“I’ve fancied perhaps you might be seeing that I wasn’t altogether wrong in my ideas?”

“Yes?” said I, as she hesitated.

“Margot was telling me about some plans you had—for living on the other side. You weren’t in earnest?”

I looked at her gravely. “Very much in earnest,” said I. “I shall never again, in any circumstances, live as we used to live.”

She sank back in her chair, slowly turned her parasol round and round. “Then—it’s hopeless,” said she, with a sigh that was a sob also.
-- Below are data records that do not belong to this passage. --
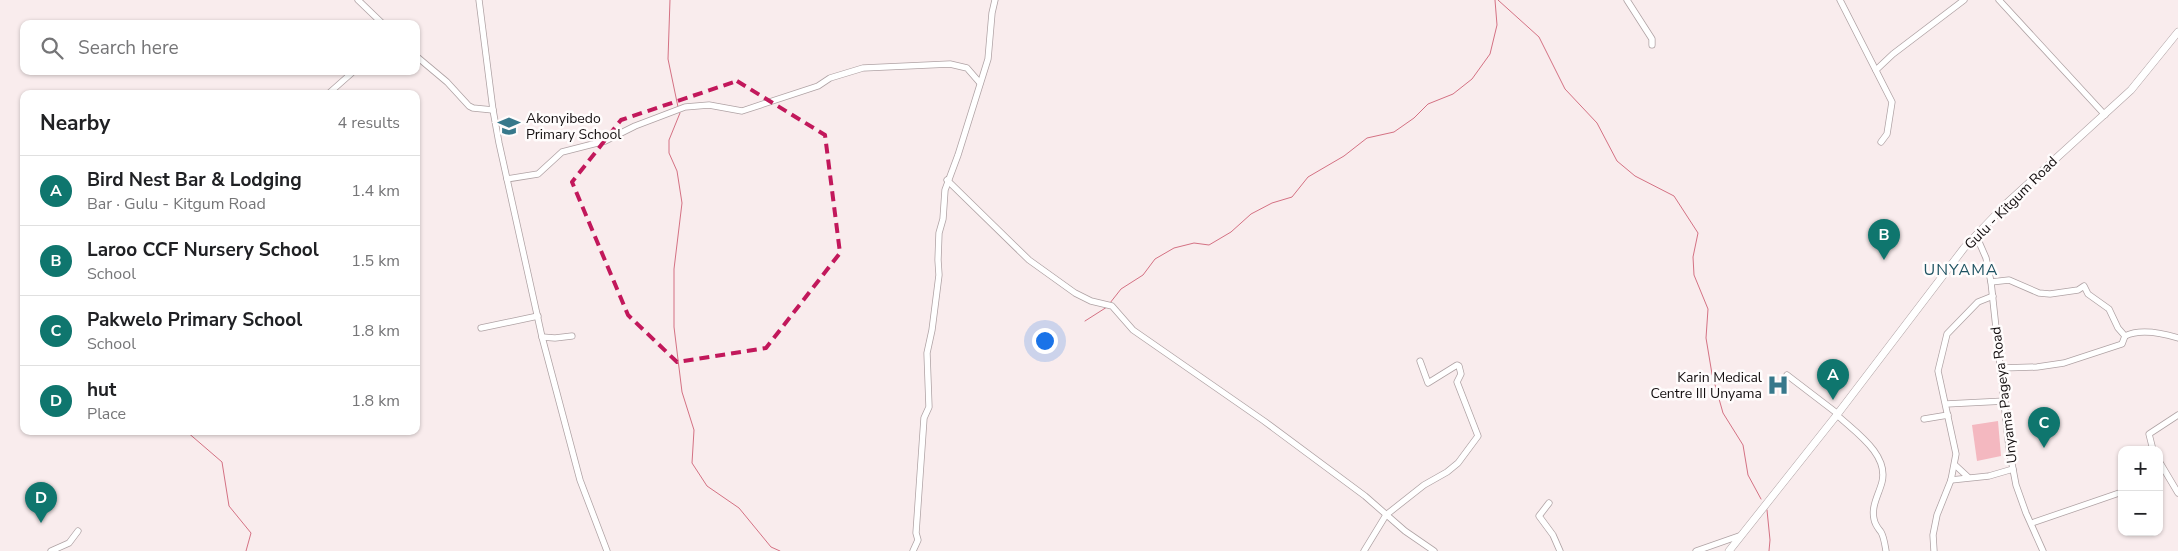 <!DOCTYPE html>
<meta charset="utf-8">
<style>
:root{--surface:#fff;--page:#f2f2f2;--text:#202124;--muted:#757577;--line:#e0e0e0;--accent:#0f766e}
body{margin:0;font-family:"Nunito Sans",sans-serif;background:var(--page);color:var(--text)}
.controls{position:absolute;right:15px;bottom:15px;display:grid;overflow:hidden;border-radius:10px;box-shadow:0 1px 4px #0004}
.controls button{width:45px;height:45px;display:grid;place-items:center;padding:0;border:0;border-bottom:1px solid var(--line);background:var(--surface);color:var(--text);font:25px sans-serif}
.you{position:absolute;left:1044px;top:340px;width:18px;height:18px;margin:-12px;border:4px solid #fff;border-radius:50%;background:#1a73e8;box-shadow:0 0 0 8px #1a73e833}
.badge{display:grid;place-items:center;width:32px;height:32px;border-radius:50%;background:var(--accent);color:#fff;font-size:16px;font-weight:700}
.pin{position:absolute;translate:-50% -41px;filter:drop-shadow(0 1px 2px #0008)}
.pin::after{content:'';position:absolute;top:26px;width:18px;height:15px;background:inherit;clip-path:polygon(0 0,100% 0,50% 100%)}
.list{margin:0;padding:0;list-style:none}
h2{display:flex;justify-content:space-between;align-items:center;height:65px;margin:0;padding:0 20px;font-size:21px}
h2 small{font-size:16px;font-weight:400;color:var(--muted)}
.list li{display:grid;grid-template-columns:32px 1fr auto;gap:15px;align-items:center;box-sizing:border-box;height:70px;padding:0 20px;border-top:1px solid var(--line)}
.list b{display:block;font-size:19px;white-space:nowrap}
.list p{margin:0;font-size:16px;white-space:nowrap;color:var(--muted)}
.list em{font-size:16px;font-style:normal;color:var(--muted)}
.icon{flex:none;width:28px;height:28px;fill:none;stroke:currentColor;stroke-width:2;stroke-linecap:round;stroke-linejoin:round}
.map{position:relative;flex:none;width:2178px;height:551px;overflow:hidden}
.search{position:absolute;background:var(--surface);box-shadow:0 1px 4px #0004;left:20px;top:20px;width:400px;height:55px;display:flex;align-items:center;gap:12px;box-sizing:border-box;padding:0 18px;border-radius:10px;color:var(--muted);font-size:19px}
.panel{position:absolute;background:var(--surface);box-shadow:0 1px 4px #0004;left:20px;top:90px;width:400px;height:345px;border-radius:10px}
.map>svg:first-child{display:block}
.green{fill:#f4b8c0}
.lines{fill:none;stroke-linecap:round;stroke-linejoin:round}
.stream{stroke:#d47183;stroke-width:1}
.minor-casing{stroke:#afa2a4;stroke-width:7}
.major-casing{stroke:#afa2a4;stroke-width:8}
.minor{stroke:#fff;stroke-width:5.5}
.major{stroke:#fff;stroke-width:7}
.marked{fill:none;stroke:#c2185b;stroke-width:4;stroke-dasharray:10 6;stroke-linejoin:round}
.labels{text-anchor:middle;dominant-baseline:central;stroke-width:5;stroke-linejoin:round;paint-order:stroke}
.poi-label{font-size:14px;fill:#130e0f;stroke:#fffcfc;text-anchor:start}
.street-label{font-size:14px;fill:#130e0f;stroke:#fffcfc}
.quarter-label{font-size:16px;letter-spacing:1px;fill:#1e5362;stroke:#fffcfc}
</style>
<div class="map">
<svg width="2178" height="551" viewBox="0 0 2178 551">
<rect width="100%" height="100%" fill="#f9eced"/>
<polygon class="green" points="1998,421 2001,456 1977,461 1972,425"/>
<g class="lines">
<g class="stream">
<polyline points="670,0 668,59 678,107"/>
<polyline points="1498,0 1539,37 1565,89 1597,123 1617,161 1635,176 1674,196 1698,233 1693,257 1694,275 1708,309 1706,338 1712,374 1723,413 1743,445 1748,475 1761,499"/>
<polyline points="680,113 669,140 669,153 677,171 682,203 674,269 674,327 682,392 694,430 692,463 707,486 739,508 771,547 780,551"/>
<polyline points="1110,303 1121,289 1143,275 1155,259 1174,248 1194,243 1209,245 1231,232 1251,214 1272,203 1292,197 1308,177 1344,156 1367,138 1394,132 1414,118 1428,104 1453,94 1472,79 1490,54 1497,25 1495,0"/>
<polyline points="1085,321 1107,307"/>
<polyline points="186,431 222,462 229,506 251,533 246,551"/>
<polyline points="1767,510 1770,540 1769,551"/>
</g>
<g class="minor-casing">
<g id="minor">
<polyline points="358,0 383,24"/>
<polyline points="479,0 493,110 499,143 542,337 580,480 607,551"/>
<polyline points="1627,0 1652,39 1652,45"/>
<polyline points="1840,0 1892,102 1887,134 1881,142"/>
<polyline points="1999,0 2105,115"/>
<polyline points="416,56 447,82 469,106 473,108 493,110"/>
<polyline points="1876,70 1893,54 1964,0"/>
<polyline points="328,94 354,71"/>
<polyline points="507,179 538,174 562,152 605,141 635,126 685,107 709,105 742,111 818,86 830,78 863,68 950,64 967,68 980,83"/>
<polyline points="947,180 1029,260 1075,293 1091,301 1112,306 1133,330 1264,421 1365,496 1405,531 1434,551"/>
<polyline points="1976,235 1986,258 1991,282 2009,448 2016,485 2026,513 2043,551"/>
<polyline points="1991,282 2009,280 2039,293 2050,294 2078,290 2084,286 2088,294 2109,309 2118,328 2125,336"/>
<polyline points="481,328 538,316"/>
<polyline points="542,337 555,338 572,336"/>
<path d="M2001,368L2037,367L2064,363L2122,344L2125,336C2141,328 2162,333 2178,338"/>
<polyline points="1787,375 1838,414"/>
<polyline points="1946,404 2005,401"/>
<path d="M1837,415C1855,432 1889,454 1882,482C1879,494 1871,506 1874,519C1875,525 1878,528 1881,532C1884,537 1885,545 1886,551"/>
<polyline points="1924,419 1948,415"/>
<polyline points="2153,450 2149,434 2178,415"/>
<polyline points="2159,461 2178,493"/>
<polyline points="1955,465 1968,477"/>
<polyline points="1951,480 1989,476 2013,469"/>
<polyline points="1549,503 1539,516 1553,535 1560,551"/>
<polyline points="1386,515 1424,485 1447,472 1458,463 1478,436 1457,382 1461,374 1459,366 1457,365 1428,383 1420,361"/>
<polyline points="2032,523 2122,492"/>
<polyline points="51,551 69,543 78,531"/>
<polyline points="913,551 918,540 916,533 924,418 929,407 927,353 932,330 939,275 938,260 939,233 943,219 945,190 958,155 988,59 992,13 995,0"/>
<polyline points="1364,551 1386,515"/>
<polyline points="1696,551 1739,536"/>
<polyline points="1934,551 1933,535 1937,515 1951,480 1956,454 1938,371 1947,334 1978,302 1993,296"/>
</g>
</g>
<g class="major-casing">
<polyline id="major" points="1729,551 1836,416 1964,248 2007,203 2131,90 2178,32"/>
</g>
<use href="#minor" class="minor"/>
<use href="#major" class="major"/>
</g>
<path class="marked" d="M737,81L825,135L840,253L766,348L677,362L628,315L572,182L621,120Z"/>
<defs>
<g id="school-bare" transform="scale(1.725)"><path d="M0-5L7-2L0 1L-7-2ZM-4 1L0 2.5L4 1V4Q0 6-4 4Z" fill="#37788b" stroke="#fffcfc" stroke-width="2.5" paint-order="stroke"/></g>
<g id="hospital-bare" transform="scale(1.725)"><path d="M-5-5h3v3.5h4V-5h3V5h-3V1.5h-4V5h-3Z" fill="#37788b" stroke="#fffcfc" stroke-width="2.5" paint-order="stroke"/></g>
</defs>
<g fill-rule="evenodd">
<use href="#school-bare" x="509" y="126"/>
<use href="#hospital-bare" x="1778" y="385"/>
</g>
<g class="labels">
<g class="poi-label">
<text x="526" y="118">Akonyibedo<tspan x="526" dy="16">Primary School</tspan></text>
<text x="1762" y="377" text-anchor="end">Karin Medical<tspan x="1762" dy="16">Centre III Unyama</tspan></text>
</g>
<g class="street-label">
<text transform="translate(2011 203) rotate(-45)">Gulu - Kitgum Road</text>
<text transform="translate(2004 395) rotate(-97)">Unyama Pageya Road</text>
</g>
<g class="quarter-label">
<text x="1961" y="270">UNYAMA</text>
</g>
</g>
</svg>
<div class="controls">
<button>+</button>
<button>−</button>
</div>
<div class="you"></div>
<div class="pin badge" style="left:1833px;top:400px">A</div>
<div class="pin badge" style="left:1884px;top:260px">B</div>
<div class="pin badge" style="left:2044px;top:448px">C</div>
<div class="pin badge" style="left:41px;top:523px">D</div>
<div class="search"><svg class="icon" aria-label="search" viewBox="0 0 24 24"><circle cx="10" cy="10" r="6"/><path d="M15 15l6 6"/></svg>Search here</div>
<section class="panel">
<h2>Nearby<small>4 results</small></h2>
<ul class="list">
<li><span class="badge">A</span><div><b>Bird Nest Bar &amp; Lodging</b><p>Bar · Gulu - Kitgum Road</p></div><em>1.4 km</em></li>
<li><span class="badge">B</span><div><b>Laroo CCF Nursery School</b><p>School</p></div><em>1.5 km</em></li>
<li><span class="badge">C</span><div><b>Pakwelo Primary School</b><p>School</p></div><em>1.8 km</em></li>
<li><span class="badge">D</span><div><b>hut</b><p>Place</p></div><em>1.8 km</em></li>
</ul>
</section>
</div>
And the look in the eyes she lifted to mine went straight to my heart. “I simply can’t stand America,” said she. “It reminds me of—” She rose impatiently. “If you only knew, Godfrey, how I loathe my origin—the dreadful depth we came from—the commonness of it.” She shuddered.

“Europe is the place for you,” said I.

“Yes, it is,” cried she. “And we could be happy over here—if you’d only see it in the right light. Godfrey, I don’t want to—to change. Won’t you compromise?”

“By conceding everything?” said I good-humoredly. “By becoming the bedraggled tail to your gay and giddy kite?”

“You simply won’t reason about these things!” exclaimed she. “Yet they say men are reasonable!”

“My dear Edna, I don’t ask you to make yourself wretched for my sake. And I don’t purpose to be wretched for your sake.”